7 thoughts on “The big boys of industry move into next-generation algae fuels”

  1. You pointed out that Algenol’s technology originated with a Canadian in Toronto. In my mind, the “patron saint” of concentrated solar thermal is Canadian John Mills of Ausra. His compact linear Fresnel technology was developed in Australia but commercialized in the US. We have him to thank, in large part, for today’s huge pipeline of solar thermal power generation projects. Likewise, I appreciate Zenn Motor’s investment and relentless promotion of EESTOR.

  2. Finally. I’ve been waiting for algae biofuels for years. I think one of big issues right now was the lack of public understanding that corn ethanol etc is just a means to an end. In other words, you’ve got use a not-so-good-but-available feedstock to test the systems, understand the fail points etc. Once you’ve got a good, solid system, the feedstock gets changed to something that’s actually ROEI positive. I figured that once that happened, the big money would step in and everything would change.

    Here’s hoping that things are finally getting going.


  3. Algae secreting ethanol!

    Dalhousie U. is a Canadian connection to Cellana (Shell subsidiary) – alga into oil. One of the Canadian researchers working for them in Hawaii is Dr. John Cullen.

    Dr. Cullen is a specialist in culturing techniques, ocean optics and physical influences on marine ecosystems. One of the most highly cited scientists in his field, Dr. Cullen has done-ground-breaking research in microalgal physiology ranging from photosynthesis, effects of UV radiation, to optically-based models of primary productivity and food web structure. Prof. Cullen holds the Killam Chair in Ocean Studies at Dalhousie University.

  4. Without any intention of being a cynical skeptic, the idea of a cell producing ethanol inside of it, and then exudating this ethanol to the surrounding media, in any amount that could be of real practical use, knowing that ethanol in any citoplasm is toxic, seems far fetched. Then, separating any low concentration of ethanol from an aqueous media is another feat, energy and infrestructure consuming.

    Would’nt it be better to harvest a rich in hicrocarbon algae biomass as a direct powdered fuel for biomass burning centrals? I mean, if we cannot even do this late thing economically feasible, then what can we expect for other microalgae for fuel ideas?

  5. Curbina,

    It seems they have developed algae that can survive high concentrations of ethanoI…after all yeast can survive up to 18% alcohol. But I agree their big problem will be separating out between the ethanol and the water. I wonder why they didn’t try to develop this with butanol producing algae…butanol separates out from water naturally without distillation. And as opposed to ethanol, it can be added to fuel without modifications. I know they have bacteria that can do it.

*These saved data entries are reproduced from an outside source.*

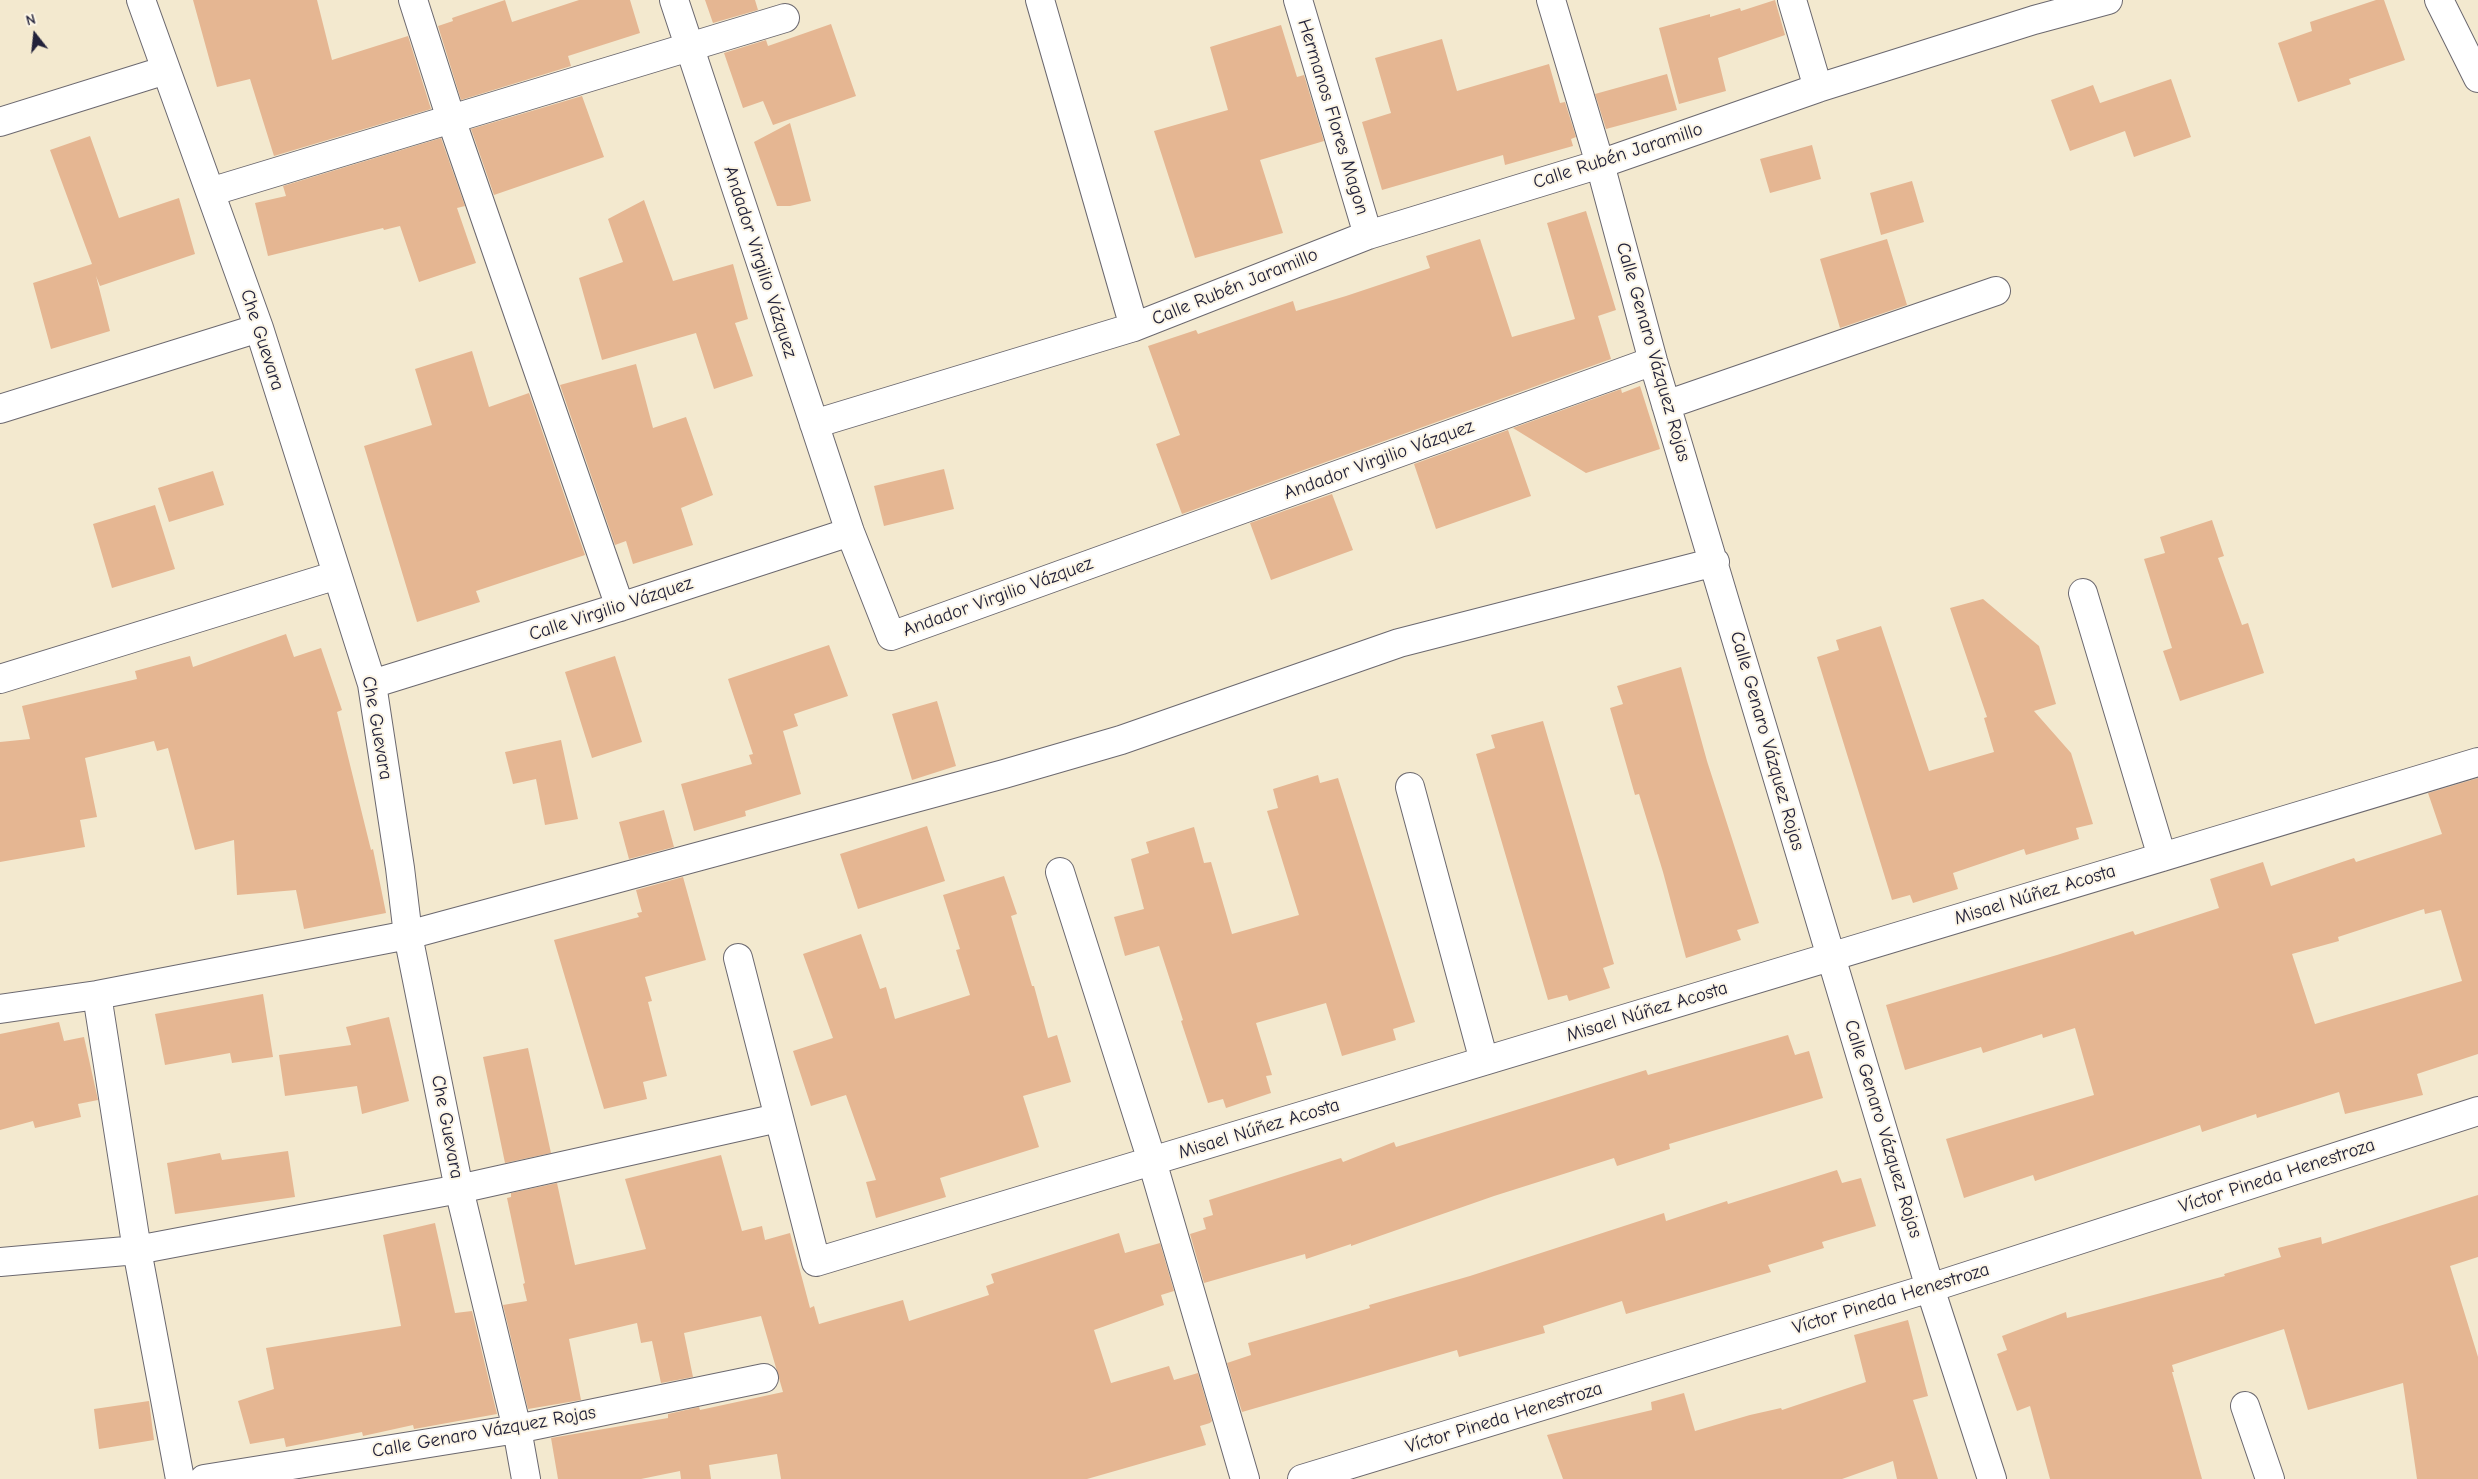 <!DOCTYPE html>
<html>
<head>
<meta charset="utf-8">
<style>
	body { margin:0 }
	#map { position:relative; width:2478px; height:1479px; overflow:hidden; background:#f3e9cf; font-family:"Comic Neue",sans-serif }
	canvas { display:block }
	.north { position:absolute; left:10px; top:10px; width:50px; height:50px; -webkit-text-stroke:4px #fcf5e5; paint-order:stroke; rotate:344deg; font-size:14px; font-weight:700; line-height:20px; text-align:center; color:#22223b }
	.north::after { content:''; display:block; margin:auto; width:18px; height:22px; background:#22223b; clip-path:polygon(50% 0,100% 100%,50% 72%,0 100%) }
</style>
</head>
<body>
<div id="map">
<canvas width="2478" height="1479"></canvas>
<div class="north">N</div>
</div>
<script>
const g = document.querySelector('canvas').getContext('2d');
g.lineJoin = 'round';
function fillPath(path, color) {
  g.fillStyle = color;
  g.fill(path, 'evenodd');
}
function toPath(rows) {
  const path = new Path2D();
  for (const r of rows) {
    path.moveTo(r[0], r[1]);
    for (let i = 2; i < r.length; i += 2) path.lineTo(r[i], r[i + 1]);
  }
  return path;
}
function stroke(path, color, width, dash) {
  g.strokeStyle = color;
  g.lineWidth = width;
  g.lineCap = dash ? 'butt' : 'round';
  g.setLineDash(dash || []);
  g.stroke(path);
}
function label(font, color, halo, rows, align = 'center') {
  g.font = font + ' "Comic Neue",sans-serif';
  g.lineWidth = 4;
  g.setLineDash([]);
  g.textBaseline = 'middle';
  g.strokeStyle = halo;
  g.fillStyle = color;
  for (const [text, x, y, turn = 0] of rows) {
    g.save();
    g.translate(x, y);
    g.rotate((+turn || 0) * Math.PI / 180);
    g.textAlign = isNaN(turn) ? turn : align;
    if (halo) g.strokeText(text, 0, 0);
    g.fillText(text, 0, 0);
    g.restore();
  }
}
fillPath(toPath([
	[193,0,317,0,332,60,408,36,431,109,274,156,250,79,217,87],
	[505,0,512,22,579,0,630,0,640,33,568,56,571,66,461,100,438,26,453,21,452,18],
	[705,0,755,0,758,10,713,23],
	[1775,0,1785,35,1718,58,1726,91,1679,104,1659,28,1710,14,1710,17,1740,8,1741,11],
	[2376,0,2384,0,2405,60,2349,79,2351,84,2298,102,2278,43,2312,31,2310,22],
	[831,24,856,96,773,125,763,101,743,108,724,53,766,40,768,46],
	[1281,25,1297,77,1304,75,1324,141,1260,160,1283,233,1195,258,1154,131,1228,110,1210,47],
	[1442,39,1457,91,1549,64,1560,103,1565,102,1576,137,1571,139,1573,146,1505,165,1503,155,1382,190,1362,122,1391,113,1375,58],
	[1667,74,1677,110,1606,129,1595,94],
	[2171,79,2191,137,2134,157,2125,131,2070,151,2051,100,2093,85,2100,103],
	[582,96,604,157,494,195,471,129],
	[790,123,811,201,790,206,777,206,754,142],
	[90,136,119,218,179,198,195,254,100,286,96,276,110,331,51,349,33,283,92,264,50,150],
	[441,138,465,206,457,208,476,263,419,282,400,226,384,230,383,228,268,256,255,203,286,196,283,186],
	[1812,145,1821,179,1770,193,1760,159],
	[1912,181,1924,222,1881,235,1870,193],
	[644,200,673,281,733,264,748,319,735,323,753,376,714,389,696,333,602,360,579,278,623,262,608,219],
	[1586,211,1616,310,1598,316,1611,359,1182,514,1156,444,1180,435,1148,346,1196,330,1198,334,1293,301,1296,311,1346,296,1430,268,1426,256,1480,239,1512,337,1575,319,1547,223],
	[1887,239,1907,305,1840,328,1820,259],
	[472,351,489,407,529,393,585,555,476,591,480,602,417,622,364,446,432,425,415,369],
	[636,364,653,428,686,417,713,495,681,508,693,545,633,564,626,541,615,545,560,385],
	[1640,386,1660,449,1586,473,1513,428,1621,389,1622,393],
	[1508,430,1531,496,1436,529,1414,464],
	[944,469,954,509,884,526,874,486],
	[213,471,224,505,169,522,158,488],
	[1332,494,1353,550,1271,580,1250,523],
	[155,505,175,569,112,588,93,524],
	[2212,520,2224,556,2218,558,2242,625,2248,623,2264,673,2180,701,2163,651,2172,648,2144,559,2165,553,2160,537],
	[1983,599,2039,646,2056,704,2034,711,2071,753,2093,824,2076,828,2079,839,2026,855,2024,849,1953,873,1958,889,1913,903,1910,895,1892,900,1817,657,1839,650,1836,640,1881,626,1929,771,1994,752,1984,718,1987,717,1950,608],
	[286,634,294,657,321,648,342,710,337,712,371,850,373,849,386,913,304,929,296,890,237,895,234,840,195,850,168,748,157,751,154,741,85,758,97,817,80,820,85,847,0,862,0,742,30,739,22,706,137,679,135,671,190,656,193,667],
	[829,645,848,696,794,714,798,726,783,731,801,794,745,811,746,816,694,831,681,784,752,764,749,755,753,754,728,679],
	[615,656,642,742,592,758,565,672],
	[1681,667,1707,761,1759,923,1737,930,1741,940,1686,958,1663,872,1639,794,1635,795,1610,708,1623,704,1617,686],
	[937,701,956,766,912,780,892,714],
	[1543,721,1614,964,1603,968,1610,988,1569,1001,1567,995,1548,1000,1476,754,1495,748,1491,735],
	[561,740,578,819,545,825,536,779,513,784,505,752],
	[1318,775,1320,783,1338,778,1415,1022,1393,1029,1396,1040,1342,1056,1326,1003,1256,1023,1272,1075,1266,1076,1271,1093,1226,1108,1223,1099,1208,1103,1181,1021,1183,1020,1159,946,1125,956,1114,917,1144,909,1131,859,1149,853,1146,842,1194,827,1204,863,1211,862,1232,934,1299,915,1267,811,1278,808,1273,789],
	[2478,778,2478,1054,2417,1074,2423,1095,2345,1114,2339,1092,2257,1118,2256,1114,2202,1132,2200,1125,2035,1181,2033,1175,1964,1198,1946,1139,2094,1095,2075,1028,2043,1038,2042,1034,1983,1053,1981,1047,1905,1070,1886,1005,2057,955,2133,931,2135,935,2219,908,2210,879,2263,862,2271,886,2354,858,2356,862,2442,834,2428,793],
	[2424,909,2425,914,2441,910,2462,981,2315,1024,2292,954,2339,941,2338,937],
	[664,810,674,847,629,859,619,822],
	[927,826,945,881,858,909,840,854],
	[1004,876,1017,914,1011,916,1032,986,1034,986,1048,1038,1057,1035,1071,1082,1023,1096,1039,1147,940,1178,946,1197,876,1218,866,1182,876,1180,846,1095,811,1106,793,1051,833,1038,803,954,861,934,880,989,886,987,895,1019,970,995,956,950,960,949,943,895],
	[683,877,706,960,645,977,652,1001,648,1002,667,1076,643,1082,647,1099,604,1109,554,940,639,917,637,913,642,912,636,890],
	[263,994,273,1057,232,1063,230,1053,165,1065,155,1014],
	[389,1017,409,1101,362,1114,357,1086,285,1096,279,1055,351,1045,346,1027],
	[59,1022,64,1041,84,1037,98,1100,78,1104,81,1117,35,1128,33,1121,0,1130,0,1034],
	[1788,1035,1795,1055,1809,1051,1823,1098,1669,1144,1670,1149,1617,1166,1614,1158,1494,1196,1351,1246,1351,1244,1306,1259,1305,1254,1204,1283,1190,1234,1206,1229,1203,1218,1213,1215,1209,1200,1341,1158,1343,1162,1394,1142,1396,1147,1646,1070,1648,1075],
	[528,1048,551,1153,505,1163,483,1057],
	[288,1151,295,1197,175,1214,167,1163,220,1153,222,1160],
	[721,1155,742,1231,762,1226,765,1240,790,1233,810,1308,814,1306,819,1324,903,1300,909,1321,989,1295,986,1286,994,1283,991,1274,1119,1233,1125,1253,1160,1243,1174,1291,1161,1295,1164,1305,1094,1330,1111,1383,1169,1366,1174,1380,1198,1373,1212,1421,1210,1423,1200,1426,1206,1445,1087,1479,781,1479,777,1454,709,1465,711,1479,681,1479,680,1471,641,1479,558,1479,551,1438,668,1418,668,1414,699,1407,700,1410,783,1392,761,1316,684,1333,693,1377,661,1383,652,1341,641,1343,637,1323,569,1339,581,1400,528,1409,503,1305,527,1301,523,1284,525,1283,507,1198,511,1197,511,1193,557,1183,575,1265,646,1249,625,1179],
	[1837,1170,1842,1183,1861,1178,1876,1226,1822,1242,1824,1248,1768,1265,1771,1272,1626,1314,1622,1301,1543,1326,1545,1333,1459,1357,1457,1350,1242,1412,1227,1363,1251,1355,1248,1343,1370,1308,1369,1305,1470,1276,1664,1213,1666,1221,1727,1201,1728,1204],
	[2478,1195,2478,1257,2450,1266,2478,1357,2478,1479,2417,1479,2403,1383,2308,1410,2284,1329,2172,1365,2174,1372,2172,1372,2202,1479,2050,1479,2030,1406,2017,1411,1997,1354,2007,1350,2002,1336,2066,1312,2067,1318,2225,1276,2224,1274,2281,1257,2278,1248,2321,1237,2322,1244],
	[435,1223,455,1313,472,1311,497,1414,414,1429,413,1425,363,1436,362,1432,286,1447,284,1438,250,1444,238,1401,274,1389,266,1348,401,1326,383,1235],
	[1908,1320,1928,1396,1913,1400,1938,1479,1897,1479,1893,1461,1842,1479,1563,1479,1547,1435,1652,1410,1651,1402,1684,1393,1695,1431,1750,1415,1781,1408,1782,1410,1866,1382,1854,1335],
	[149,1401,154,1440,99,1449,94,1409]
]), '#e5b692');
const street = toPath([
	[141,0,259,328,372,684,400,868,408,935,459,1189,517,1429,526,1479],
	[413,0,451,119,620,607],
	[674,0,850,532,891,636,1653,361],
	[1040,0,1134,327],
	[1298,0,1368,235],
	[1551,0,1600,164,1653,361,1930,1288,1992,1479],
	[1792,0,1818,88],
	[2439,0,2478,78],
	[0,122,166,70],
	[210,192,785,18],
	[1666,405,1996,291],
	[0,409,259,328],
	[814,424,1134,327,1368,235,1600,164,1818,88,2034,20,2108,0],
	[2083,593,2162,857],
	[0,679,337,575],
	[372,684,620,607,850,532],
	[1410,787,1484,1061],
	[1060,872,1152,1161,1245,1479],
	[738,958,816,1262,2478,762],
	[97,995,137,1250,180,1479],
	[0,1009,97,995,408,935,1004,774,1121,740,1399,643,1715,562],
	[0,1262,137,1250,459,1189,778,1118],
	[2245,1406,2270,1479],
	[204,1479,517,1429,764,1378],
	[1302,1479,1930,1288,2478,1111]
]);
stroke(street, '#6b686f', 30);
stroke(street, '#fff', 28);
label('19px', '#22223b', '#fcf5e5', [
	["Hermanos Flores Magon",1333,117,73],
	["Calle Rubén Jaramillo",1618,156,-18],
	["Andador Virgilio Vázquez",760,262,72],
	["Calle Rubén Jaramillo",1235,287,-22],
	["Che Guevara",262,340,72],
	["Calle Genaro Vázquez Rojas",1653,352,74],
	["Andador Virgilio Vázquez",1379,460,-20],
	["Andador Virgilio Vázquez",998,597,-20],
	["Calle Virgilio Vázquez",611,609,-18],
	["Che Guevara",377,728,80],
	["Calle Genaro Vázquez Rojas",1767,741,74],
	["Misael Núñez Acosta",2035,895,-17],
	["Misael Núñez Acosta",1647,1012,-17],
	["Che Guevara",447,1127,79],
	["Misael Núñez Acosta",1259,1129,-17],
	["Calle Genaro Vázquez Rojas",1883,1129,73],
	["Víctor Pineda Henestroza",2277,1176,-18],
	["Víctor Pineda Henestroza",1891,1299,-17],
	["Víctor Pineda Henestroza",1504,1418,-17],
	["Calle Genaro Vázquez Rojas",484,1432,-10]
]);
</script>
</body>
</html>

  6. Werner Friesland mentions CSP technology;

    Some of the biggest companies in the world including Deutsche Bank, Munich Re, Abengoa Solar, and Siemens signed an MOU for a $500 billion DESERTEC Intiative- the biggest proposed solar project in the world by far a couple of weeks ago.

    Saving the world doesn’t come cheap. This project aims to make the price of solar power equivalent with coal by mass production of CSP materials and generators while also providing abundant clean water to N.Africa while also providing effective energy storage using molten salt.